I film di Tarantino sono la rappresentazione stilistica e narrativa di una visione nuova del cinema, che concettualmente si sono da sempre, fin dal 1992, indirizzati verso una visione antitetica del cinema classico e rivoluzionaria sotto tutti i punti di vista. E Quentin, con la nonchalance che lo contraddistingue, ai suoi detrattori e a quelli che considerano antitetici i suoi film per via delle tematiche trattate e della sua tendenza a stravolgere il corso della storia risponde: “di film ce ne sono tanti, perché devono per forza vedere i miei?”
Uno degli ultimi momenti dell’incontro lo ha voluto dedicare a Ennio Morricone, quello che lui considera il suo compositore preferito – e non solo di colonne sonore – e che non si vergogna di affermare e ricordare come “Giant”. Con commozione afferma che è stato per lui un sogno lavorare insieme a The Hateful Eight, che è valso a Morricone l’Oscar come Miglior Colonna sonora.
Un nuovo film di Quentin Tarantino girato a Cinecittà?
L’ultima domanda è forse quella più attesa e che ha tenuto il pubblico per qualche secondo con il fiato sospeso: “Hai mai considerato di girare un film a Cinecittà?” “Of course!”

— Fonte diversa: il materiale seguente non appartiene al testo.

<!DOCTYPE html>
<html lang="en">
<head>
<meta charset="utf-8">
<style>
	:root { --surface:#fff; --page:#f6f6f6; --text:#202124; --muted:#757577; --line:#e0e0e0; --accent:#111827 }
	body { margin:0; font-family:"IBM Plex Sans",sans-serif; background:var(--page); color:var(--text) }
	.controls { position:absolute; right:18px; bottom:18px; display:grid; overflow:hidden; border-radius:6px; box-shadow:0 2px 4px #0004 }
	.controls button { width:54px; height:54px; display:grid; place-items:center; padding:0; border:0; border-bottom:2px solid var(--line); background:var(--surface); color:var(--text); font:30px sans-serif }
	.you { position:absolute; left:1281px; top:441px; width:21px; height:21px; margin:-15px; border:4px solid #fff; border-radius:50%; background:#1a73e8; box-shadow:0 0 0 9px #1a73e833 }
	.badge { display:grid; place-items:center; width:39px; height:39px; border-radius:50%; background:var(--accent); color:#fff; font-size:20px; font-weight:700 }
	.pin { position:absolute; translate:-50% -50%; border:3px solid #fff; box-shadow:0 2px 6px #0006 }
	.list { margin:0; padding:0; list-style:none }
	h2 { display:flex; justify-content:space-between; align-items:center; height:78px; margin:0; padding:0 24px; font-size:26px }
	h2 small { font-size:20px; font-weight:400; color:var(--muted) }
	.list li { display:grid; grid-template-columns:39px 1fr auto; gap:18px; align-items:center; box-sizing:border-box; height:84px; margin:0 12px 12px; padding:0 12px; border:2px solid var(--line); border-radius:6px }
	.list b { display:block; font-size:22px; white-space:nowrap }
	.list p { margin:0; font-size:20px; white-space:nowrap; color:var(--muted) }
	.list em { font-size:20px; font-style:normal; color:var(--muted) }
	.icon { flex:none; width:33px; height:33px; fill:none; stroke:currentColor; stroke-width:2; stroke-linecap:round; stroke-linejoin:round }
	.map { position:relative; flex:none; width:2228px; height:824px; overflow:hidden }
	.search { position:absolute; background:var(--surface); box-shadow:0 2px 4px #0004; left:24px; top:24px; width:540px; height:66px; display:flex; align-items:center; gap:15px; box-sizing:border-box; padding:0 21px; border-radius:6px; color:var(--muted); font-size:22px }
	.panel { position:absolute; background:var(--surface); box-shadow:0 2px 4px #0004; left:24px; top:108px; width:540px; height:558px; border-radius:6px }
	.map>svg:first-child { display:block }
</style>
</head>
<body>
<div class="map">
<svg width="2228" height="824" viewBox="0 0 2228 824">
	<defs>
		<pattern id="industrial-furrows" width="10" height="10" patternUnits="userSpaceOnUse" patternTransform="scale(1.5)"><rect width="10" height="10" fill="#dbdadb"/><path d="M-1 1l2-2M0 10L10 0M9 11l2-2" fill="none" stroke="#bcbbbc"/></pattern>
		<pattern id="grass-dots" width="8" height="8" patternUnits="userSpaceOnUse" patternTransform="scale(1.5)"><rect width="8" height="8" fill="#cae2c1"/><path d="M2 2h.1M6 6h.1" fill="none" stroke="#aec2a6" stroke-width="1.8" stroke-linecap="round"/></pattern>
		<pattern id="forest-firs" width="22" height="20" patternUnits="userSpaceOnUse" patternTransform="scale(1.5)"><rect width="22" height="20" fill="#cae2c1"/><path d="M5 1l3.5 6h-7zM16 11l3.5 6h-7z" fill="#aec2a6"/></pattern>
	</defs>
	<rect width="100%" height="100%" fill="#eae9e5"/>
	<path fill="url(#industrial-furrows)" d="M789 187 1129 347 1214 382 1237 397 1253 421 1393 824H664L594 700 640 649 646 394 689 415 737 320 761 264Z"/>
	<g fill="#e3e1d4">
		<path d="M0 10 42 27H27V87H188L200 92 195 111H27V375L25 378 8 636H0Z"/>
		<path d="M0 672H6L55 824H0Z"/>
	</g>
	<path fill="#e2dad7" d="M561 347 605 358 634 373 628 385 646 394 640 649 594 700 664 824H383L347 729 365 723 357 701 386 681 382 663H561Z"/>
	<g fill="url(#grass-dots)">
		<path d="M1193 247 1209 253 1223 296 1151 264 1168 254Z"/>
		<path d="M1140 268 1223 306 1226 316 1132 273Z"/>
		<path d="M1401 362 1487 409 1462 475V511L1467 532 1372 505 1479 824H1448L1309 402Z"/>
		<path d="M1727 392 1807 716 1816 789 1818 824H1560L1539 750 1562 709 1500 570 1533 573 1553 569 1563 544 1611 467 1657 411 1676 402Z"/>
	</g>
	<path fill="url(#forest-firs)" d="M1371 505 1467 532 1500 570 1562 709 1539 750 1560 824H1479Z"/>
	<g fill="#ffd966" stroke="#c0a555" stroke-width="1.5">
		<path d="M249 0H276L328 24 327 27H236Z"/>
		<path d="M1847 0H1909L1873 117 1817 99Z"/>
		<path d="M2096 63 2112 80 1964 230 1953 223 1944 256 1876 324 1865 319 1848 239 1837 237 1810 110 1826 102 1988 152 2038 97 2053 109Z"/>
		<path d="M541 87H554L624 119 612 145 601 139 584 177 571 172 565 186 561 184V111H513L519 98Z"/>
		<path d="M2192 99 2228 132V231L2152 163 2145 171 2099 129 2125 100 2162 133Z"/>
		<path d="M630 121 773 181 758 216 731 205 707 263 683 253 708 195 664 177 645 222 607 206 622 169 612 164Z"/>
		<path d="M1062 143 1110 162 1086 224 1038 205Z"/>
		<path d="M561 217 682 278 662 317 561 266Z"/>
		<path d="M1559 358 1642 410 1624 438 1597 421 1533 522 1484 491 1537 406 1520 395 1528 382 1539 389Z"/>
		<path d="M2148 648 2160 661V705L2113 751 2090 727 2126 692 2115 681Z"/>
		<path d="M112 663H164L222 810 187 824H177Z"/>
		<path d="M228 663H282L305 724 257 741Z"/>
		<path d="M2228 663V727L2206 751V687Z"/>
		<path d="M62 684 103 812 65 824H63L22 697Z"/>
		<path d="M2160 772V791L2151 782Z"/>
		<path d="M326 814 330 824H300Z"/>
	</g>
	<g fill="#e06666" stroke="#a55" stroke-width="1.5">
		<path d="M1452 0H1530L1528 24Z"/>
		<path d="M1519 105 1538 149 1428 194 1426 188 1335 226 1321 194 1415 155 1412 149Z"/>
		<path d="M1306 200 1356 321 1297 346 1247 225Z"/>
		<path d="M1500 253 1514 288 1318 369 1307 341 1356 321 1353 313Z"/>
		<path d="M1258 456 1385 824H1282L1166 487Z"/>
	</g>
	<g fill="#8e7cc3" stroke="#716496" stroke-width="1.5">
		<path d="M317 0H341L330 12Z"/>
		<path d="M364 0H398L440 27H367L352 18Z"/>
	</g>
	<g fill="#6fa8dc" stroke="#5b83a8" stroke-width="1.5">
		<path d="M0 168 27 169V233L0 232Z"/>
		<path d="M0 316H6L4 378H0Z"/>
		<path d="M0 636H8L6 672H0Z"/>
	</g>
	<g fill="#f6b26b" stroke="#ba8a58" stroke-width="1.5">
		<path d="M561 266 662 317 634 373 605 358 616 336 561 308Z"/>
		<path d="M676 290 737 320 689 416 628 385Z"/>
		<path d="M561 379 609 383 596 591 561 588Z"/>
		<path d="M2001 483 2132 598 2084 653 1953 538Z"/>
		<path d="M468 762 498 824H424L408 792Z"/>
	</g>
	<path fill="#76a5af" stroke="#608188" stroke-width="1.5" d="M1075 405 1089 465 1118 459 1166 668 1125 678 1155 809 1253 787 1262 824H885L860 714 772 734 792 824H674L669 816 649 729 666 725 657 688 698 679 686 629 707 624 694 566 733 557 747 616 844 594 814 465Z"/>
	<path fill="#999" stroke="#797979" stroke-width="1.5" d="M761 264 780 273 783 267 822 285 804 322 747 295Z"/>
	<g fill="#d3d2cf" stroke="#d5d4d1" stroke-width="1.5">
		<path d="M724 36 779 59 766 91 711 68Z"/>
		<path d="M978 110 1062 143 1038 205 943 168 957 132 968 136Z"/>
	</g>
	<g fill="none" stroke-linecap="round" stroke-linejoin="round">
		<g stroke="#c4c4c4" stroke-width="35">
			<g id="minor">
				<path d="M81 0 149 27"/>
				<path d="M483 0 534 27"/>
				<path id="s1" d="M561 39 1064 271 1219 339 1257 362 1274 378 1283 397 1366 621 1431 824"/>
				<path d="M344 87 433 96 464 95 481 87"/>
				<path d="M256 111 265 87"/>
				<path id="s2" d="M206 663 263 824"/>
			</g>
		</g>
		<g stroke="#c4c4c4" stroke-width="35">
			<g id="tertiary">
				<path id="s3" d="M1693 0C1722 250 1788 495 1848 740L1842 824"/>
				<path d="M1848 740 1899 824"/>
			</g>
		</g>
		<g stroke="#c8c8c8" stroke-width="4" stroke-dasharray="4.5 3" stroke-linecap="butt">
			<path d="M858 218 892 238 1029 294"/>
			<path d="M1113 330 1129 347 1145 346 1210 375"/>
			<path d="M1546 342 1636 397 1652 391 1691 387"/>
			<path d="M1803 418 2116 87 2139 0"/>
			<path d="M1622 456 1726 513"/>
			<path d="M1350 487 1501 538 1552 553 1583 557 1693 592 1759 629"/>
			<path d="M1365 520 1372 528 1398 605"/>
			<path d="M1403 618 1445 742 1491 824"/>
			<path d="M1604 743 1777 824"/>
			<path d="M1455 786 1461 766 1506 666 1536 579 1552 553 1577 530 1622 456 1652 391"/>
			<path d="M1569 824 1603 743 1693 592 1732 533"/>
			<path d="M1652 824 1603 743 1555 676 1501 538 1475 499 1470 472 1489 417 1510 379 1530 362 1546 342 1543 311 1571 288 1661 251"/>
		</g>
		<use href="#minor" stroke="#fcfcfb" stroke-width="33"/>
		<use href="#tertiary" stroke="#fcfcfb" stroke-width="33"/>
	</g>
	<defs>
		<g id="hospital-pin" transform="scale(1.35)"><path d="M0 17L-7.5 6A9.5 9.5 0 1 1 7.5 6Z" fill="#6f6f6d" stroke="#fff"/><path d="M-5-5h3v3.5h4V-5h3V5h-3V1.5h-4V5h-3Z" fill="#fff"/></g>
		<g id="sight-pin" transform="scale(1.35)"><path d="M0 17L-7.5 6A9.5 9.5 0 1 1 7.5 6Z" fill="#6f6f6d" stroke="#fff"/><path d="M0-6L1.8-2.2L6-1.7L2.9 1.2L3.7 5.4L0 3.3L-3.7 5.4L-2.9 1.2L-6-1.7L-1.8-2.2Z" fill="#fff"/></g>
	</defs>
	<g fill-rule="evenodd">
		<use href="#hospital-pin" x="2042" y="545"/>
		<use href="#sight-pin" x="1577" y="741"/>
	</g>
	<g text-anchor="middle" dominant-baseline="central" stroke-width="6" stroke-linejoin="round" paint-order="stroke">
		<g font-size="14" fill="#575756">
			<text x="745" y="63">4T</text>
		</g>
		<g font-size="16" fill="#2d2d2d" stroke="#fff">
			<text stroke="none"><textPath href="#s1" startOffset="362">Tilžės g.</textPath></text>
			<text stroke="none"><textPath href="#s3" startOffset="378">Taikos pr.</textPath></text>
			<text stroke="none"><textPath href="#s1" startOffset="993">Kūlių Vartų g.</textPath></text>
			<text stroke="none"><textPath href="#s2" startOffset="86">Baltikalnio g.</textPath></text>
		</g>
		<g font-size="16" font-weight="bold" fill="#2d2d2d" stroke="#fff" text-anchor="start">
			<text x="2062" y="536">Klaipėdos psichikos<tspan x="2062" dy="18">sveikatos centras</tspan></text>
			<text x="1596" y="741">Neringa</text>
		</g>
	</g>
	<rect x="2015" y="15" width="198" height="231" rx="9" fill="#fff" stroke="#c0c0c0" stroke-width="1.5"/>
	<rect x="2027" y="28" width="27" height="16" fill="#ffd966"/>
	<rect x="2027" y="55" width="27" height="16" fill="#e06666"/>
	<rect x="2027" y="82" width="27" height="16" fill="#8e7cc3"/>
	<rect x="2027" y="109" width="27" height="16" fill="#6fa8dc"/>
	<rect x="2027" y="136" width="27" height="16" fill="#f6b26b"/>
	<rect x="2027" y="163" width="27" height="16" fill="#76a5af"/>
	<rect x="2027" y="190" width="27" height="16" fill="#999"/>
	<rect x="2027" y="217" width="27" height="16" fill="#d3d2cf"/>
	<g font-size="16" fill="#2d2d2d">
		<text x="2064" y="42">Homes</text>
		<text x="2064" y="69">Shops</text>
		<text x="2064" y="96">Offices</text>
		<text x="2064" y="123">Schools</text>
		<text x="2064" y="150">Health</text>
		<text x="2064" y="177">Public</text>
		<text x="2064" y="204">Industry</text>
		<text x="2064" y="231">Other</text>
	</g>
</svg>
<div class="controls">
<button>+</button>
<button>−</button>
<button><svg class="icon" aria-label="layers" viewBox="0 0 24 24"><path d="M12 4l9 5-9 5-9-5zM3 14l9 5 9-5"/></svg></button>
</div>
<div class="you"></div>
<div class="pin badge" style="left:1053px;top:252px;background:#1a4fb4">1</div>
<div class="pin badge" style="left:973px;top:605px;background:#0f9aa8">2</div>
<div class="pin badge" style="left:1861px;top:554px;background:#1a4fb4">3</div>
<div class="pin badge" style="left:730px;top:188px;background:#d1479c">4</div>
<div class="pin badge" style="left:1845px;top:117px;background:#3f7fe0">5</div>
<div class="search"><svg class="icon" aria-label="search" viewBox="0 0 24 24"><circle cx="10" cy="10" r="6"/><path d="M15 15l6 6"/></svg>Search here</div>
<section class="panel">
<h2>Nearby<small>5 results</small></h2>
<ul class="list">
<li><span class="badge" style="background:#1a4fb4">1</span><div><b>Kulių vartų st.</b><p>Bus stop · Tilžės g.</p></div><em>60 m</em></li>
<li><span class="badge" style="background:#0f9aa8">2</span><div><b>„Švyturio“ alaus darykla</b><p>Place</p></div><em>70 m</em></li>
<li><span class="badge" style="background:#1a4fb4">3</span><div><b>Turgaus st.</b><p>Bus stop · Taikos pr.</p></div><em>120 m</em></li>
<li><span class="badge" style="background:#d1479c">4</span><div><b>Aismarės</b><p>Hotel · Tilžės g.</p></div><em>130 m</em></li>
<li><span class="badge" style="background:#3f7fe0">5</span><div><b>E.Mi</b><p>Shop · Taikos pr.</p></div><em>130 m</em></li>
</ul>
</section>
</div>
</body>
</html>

“Bisognerebbe trovare la storia giusta, ma girare un film a Cinecittà sarebbe davvero pazzesco. Non posso anticipare nulla, ma sto scrivendo “qualcosa”, e questa cosa di cui non voglio dare ulteriori particolari si potrebbe immaginare come uno spaghetti western secondo lo stile del western all’italiana e mi piacerebbe farlo proprio in quel tipico stile in cui tutti gli attori parlano in lingue diverse e capiscono che devono dire la loro battuta non perché capiscono quello che gli altri dicono, ma quando hanno terminato di parlare”.
L’incontro con Quentin Tarantino si è concluso con la consegna del Premio alla Carriera dalle mani di un emozionantissimo Dario Argento: la sua voce ha tradito fin da subito una commozione senza eguali, complimentandosi con Quentin per il suo prezioso contributo nella cinematografia mondiale. Quello che può sembrare un ironico controsenso – un regista del calibro di Dario Argento che si commuove di fronte a Tarantino? – dimostra inconfutabilmente come la genialità e il valore artistico possano e debbano essere un fattore emozionale per chiunque, che sia il semplice spettatore o un regista del calibro del maestro dell’horror italiano.